TASK INPUTS START
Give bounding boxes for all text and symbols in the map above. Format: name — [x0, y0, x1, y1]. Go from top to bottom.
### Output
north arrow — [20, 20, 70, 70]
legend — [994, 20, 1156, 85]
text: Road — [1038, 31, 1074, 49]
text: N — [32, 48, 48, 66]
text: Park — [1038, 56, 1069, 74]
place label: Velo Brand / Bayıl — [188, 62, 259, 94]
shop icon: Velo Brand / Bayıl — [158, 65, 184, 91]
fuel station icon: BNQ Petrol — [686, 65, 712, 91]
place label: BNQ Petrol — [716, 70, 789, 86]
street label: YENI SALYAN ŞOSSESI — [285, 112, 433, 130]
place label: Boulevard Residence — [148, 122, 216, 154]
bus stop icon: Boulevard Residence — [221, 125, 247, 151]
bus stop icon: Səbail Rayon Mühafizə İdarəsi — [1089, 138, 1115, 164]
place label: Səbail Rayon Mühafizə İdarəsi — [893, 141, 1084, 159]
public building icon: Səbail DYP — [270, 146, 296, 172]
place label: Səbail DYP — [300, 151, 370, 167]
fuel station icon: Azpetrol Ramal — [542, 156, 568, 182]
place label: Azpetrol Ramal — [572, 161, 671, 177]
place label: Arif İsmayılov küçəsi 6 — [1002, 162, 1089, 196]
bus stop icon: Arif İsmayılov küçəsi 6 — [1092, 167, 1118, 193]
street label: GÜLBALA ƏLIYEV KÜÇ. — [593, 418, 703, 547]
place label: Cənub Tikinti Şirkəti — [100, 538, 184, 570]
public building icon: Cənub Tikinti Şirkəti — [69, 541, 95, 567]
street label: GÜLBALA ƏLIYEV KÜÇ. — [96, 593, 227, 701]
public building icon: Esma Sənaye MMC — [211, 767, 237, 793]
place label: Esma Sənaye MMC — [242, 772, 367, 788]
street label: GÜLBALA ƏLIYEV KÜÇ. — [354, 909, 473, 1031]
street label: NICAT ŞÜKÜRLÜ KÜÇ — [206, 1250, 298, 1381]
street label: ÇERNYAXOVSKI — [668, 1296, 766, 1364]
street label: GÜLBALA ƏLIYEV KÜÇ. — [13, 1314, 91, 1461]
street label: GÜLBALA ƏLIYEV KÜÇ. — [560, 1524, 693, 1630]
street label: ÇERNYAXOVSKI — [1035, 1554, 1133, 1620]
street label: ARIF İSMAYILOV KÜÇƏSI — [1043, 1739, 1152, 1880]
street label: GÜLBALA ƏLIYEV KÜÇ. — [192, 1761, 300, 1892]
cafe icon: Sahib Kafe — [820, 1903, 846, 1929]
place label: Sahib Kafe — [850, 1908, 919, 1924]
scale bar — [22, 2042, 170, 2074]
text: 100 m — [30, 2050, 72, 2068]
TASK INPUTS END
* _YOUR INSTRUCTIONS_
Copy out each line of the records that holds the string "Velo".

* _ANSWER TO THIS PROBLEM_
place label: Velo Brand / Bayıl — [188, 62, 259, 94]
shop icon: Velo Brand / Bayıl — [158, 65, 184, 91]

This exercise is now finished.